PROBLEM STATEMENT:
The lines to extract run from the first line of the entries through the line that contains "position:absolute; left:1581px; top:18px;"; reproduce exactly those lines and no others.

MATERIAL FOR THE TASK:
=======

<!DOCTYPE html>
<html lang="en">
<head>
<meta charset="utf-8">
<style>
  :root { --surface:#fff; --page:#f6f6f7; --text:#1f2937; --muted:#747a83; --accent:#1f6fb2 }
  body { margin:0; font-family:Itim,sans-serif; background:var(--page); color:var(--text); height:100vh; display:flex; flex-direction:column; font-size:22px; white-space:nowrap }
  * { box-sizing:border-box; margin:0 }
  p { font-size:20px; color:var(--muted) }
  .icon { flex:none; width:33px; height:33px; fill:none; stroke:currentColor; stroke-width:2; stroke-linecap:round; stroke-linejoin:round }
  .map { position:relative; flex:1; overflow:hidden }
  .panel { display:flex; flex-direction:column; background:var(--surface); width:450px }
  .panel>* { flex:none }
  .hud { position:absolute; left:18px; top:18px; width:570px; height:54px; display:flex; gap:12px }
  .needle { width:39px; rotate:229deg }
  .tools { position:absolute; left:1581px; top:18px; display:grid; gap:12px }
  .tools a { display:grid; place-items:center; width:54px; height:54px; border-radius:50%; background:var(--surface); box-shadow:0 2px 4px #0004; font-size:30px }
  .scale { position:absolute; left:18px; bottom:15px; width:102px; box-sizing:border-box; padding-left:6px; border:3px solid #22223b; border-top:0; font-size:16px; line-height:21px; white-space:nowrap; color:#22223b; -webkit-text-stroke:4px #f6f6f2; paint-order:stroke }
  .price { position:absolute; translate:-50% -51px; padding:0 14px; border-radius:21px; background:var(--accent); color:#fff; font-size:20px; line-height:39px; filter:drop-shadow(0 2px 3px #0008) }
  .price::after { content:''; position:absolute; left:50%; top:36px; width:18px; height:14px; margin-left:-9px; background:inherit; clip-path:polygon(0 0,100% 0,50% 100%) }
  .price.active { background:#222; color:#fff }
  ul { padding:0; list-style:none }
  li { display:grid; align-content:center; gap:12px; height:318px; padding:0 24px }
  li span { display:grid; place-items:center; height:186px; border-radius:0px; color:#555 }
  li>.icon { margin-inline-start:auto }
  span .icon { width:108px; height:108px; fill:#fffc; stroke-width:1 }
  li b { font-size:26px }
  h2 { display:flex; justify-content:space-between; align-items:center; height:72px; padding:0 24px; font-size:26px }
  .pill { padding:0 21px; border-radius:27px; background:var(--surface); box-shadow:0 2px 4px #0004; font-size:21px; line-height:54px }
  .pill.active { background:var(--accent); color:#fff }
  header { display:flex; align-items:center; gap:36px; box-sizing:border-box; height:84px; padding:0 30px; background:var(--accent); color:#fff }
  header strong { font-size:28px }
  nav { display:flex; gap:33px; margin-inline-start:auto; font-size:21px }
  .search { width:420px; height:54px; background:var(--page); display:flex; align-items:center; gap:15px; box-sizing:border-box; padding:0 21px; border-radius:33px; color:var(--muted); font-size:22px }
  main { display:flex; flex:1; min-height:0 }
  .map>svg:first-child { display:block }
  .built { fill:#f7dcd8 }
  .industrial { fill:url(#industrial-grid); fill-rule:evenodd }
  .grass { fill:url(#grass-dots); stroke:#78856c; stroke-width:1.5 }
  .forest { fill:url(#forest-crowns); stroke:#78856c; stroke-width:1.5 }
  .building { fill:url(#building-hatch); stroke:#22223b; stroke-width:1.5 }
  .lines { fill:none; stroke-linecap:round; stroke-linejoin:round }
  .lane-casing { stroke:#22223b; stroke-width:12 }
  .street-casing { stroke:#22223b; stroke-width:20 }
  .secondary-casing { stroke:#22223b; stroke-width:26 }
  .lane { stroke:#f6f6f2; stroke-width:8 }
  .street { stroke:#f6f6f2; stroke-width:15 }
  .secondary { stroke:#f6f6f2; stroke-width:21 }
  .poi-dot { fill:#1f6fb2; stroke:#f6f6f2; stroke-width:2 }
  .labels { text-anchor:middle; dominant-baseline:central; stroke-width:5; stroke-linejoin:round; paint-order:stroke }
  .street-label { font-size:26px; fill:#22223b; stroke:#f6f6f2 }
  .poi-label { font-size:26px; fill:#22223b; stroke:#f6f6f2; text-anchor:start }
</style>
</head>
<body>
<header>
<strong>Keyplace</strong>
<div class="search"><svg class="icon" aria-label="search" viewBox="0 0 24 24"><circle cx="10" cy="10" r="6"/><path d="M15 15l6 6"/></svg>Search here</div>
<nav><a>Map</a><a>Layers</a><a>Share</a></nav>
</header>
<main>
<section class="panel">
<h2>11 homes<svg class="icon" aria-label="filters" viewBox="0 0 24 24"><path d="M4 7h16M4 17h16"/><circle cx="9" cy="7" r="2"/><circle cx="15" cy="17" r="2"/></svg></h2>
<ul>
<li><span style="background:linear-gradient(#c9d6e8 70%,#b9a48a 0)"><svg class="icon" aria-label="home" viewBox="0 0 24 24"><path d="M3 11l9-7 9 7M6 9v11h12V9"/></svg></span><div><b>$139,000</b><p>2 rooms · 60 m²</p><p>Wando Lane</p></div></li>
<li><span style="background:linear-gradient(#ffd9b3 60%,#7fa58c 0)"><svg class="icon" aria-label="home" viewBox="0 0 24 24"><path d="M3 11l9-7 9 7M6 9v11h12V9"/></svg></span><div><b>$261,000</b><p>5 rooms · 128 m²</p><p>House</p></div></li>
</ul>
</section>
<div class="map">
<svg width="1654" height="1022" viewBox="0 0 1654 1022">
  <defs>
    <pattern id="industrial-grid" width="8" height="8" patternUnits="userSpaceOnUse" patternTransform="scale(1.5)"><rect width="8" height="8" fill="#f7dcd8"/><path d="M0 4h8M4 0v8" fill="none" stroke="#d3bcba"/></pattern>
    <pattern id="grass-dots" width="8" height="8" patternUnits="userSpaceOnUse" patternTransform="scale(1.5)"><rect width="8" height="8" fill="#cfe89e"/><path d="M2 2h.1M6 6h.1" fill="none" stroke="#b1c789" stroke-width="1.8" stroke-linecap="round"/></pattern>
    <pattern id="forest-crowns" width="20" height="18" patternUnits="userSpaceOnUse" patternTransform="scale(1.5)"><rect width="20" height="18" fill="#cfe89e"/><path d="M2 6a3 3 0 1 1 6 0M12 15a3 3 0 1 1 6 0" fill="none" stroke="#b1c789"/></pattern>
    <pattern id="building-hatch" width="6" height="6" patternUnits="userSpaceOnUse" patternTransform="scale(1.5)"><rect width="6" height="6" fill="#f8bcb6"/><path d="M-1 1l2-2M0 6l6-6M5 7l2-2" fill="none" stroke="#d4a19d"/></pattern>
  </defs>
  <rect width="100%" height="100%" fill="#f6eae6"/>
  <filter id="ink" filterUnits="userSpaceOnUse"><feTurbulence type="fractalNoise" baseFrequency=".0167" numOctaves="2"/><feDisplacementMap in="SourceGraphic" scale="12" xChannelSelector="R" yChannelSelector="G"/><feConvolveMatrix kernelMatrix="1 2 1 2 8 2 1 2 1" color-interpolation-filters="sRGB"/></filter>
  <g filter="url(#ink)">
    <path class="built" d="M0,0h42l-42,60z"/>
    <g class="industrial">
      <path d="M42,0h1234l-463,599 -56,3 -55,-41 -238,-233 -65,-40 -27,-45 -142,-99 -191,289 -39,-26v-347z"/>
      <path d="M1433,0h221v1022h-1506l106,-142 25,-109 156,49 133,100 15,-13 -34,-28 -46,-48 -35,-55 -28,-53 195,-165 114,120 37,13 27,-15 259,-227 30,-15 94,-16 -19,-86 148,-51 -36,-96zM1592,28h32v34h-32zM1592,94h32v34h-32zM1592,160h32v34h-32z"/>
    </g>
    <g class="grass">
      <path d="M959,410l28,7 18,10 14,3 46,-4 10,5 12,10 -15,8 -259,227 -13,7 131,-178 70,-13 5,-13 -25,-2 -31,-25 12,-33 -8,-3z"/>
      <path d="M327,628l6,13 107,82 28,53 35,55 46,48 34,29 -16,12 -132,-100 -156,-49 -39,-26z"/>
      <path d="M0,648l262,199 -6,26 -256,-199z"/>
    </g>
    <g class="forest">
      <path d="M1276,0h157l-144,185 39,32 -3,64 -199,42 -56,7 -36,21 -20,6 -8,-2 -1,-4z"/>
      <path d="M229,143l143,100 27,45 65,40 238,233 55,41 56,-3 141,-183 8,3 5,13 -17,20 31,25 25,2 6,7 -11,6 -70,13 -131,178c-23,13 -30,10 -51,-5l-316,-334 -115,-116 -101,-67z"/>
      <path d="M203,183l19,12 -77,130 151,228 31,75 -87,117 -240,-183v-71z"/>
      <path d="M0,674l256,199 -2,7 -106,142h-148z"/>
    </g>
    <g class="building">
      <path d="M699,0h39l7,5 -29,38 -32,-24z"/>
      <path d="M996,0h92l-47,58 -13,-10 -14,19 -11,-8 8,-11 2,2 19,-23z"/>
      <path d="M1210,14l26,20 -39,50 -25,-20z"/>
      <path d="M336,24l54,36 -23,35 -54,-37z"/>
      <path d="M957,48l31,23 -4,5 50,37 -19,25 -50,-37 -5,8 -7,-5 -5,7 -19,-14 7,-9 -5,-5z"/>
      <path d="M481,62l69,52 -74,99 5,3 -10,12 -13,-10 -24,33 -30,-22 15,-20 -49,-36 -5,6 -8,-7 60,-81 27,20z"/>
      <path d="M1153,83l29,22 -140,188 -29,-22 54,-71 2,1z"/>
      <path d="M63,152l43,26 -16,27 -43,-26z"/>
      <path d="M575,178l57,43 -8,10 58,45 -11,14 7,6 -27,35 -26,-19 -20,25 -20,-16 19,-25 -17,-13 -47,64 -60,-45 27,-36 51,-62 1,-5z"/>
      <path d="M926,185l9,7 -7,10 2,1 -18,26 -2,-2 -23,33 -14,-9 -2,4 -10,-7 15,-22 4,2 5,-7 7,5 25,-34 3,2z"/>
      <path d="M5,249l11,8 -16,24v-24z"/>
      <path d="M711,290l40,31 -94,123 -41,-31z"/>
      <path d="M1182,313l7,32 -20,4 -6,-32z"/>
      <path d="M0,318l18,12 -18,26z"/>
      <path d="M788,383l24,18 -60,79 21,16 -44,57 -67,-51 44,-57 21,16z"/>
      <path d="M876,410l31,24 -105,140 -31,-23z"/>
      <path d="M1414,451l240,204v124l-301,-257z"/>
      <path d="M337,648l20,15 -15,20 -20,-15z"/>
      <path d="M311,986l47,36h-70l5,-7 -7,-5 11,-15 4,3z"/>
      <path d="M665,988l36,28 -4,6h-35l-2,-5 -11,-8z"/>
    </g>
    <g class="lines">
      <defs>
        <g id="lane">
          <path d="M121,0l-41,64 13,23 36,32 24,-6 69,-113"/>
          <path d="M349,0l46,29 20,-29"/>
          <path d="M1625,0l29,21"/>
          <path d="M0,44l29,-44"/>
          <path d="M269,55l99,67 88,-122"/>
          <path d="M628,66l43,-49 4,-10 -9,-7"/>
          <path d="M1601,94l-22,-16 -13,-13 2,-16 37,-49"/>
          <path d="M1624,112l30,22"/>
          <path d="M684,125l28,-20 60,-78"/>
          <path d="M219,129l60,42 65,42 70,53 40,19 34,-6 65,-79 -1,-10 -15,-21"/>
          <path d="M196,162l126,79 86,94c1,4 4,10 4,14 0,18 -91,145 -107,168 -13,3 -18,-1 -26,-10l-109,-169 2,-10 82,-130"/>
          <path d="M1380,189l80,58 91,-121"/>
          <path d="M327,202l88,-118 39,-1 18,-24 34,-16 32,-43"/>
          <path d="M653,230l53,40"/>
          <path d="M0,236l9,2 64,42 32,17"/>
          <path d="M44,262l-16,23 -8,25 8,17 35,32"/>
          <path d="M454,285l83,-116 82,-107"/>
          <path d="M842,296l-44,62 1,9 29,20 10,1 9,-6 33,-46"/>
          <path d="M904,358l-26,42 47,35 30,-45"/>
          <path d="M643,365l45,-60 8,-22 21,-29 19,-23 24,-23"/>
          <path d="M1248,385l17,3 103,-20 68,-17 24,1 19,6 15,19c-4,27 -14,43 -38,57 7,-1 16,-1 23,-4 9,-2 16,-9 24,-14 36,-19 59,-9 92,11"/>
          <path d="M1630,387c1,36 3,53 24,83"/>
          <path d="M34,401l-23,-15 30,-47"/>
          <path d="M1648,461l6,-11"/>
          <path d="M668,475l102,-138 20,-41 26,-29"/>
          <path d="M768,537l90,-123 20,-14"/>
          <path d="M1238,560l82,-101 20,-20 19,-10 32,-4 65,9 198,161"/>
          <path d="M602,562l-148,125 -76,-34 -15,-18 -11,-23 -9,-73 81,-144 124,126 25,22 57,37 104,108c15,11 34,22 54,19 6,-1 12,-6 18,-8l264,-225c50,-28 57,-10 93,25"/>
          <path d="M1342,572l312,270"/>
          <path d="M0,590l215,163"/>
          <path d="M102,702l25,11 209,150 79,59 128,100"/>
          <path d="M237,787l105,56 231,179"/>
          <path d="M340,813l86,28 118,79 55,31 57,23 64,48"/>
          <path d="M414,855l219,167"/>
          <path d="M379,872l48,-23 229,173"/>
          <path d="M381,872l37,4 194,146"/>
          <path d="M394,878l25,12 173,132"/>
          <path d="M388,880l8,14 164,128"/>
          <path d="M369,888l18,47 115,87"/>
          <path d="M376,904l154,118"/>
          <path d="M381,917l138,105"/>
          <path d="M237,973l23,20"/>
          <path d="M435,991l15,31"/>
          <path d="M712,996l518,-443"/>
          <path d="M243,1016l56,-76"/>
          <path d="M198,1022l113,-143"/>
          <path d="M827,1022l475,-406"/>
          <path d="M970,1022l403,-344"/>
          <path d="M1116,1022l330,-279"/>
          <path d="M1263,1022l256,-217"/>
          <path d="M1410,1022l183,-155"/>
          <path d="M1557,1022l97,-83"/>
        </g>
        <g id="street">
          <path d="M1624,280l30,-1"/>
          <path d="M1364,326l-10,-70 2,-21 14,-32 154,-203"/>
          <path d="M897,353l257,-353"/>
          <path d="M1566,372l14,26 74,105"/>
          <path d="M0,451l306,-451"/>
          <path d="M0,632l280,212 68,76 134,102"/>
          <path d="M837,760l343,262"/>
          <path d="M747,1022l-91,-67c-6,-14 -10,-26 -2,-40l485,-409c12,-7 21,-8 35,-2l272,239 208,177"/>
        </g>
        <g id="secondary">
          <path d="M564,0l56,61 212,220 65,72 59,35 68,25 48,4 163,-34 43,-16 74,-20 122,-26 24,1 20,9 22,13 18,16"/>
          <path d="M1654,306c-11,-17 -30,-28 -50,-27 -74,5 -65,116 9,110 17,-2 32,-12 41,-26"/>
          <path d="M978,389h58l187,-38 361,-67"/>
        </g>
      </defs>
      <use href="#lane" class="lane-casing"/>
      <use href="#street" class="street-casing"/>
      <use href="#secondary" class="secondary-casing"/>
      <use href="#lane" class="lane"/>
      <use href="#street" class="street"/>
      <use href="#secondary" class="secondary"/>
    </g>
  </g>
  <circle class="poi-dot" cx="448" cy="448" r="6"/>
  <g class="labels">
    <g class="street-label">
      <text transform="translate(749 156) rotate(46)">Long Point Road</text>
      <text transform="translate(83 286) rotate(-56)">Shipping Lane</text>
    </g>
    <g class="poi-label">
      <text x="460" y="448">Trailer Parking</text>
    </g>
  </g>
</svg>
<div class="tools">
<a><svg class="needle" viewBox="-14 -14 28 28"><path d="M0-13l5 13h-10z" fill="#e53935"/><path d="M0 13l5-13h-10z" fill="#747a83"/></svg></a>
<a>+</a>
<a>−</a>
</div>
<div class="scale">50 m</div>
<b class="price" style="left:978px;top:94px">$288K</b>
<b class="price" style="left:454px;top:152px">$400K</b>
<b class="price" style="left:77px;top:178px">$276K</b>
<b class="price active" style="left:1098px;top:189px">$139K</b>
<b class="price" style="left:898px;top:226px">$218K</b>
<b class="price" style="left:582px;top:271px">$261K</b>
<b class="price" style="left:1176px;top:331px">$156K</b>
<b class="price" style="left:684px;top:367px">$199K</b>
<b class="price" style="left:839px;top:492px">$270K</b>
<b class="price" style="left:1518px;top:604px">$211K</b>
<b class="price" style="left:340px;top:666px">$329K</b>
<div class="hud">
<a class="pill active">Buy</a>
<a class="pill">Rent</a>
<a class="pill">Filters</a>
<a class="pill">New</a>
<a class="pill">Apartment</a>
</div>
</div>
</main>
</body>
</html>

=======

TASK ANSWER:
<!DOCTYPE html>
<html lang="en">
<head>
<meta charset="utf-8">
<style>
  :root { --surface:#fff; --page:#f6f6f7; --text:#1f2937; --muted:#747a83; --accent:#1f6fb2 }
  body { margin:0; font-family:Itim,sans-serif; background:var(--page); color:var(--text); height:100vh; display:flex; flex-direction:column; font-size:22px; white-space:nowrap }
  * { box-sizing:border-box; margin:0 }
  p { font-size:20px; color:var(--muted) }
  .icon { flex:none; width:33px; height:33px; fill:none; stroke:currentColor; stroke-width:2; stroke-linecap:round; stroke-linejoin:round }
  .map { position:relative; flex:1; overflow:hidden }
  .panel { display:flex; flex-direction:column; background:var(--surface); width:450px }
  .panel>* { flex:none }
  .hud { position:absolute; left:18px; top:18px; width:570px; height:54px; display:flex; gap:12px }
  .needle { width:39px; rotate:229deg }
  .tools { position:absolute; left:1581px; top:18px; display:grid; gap:12px }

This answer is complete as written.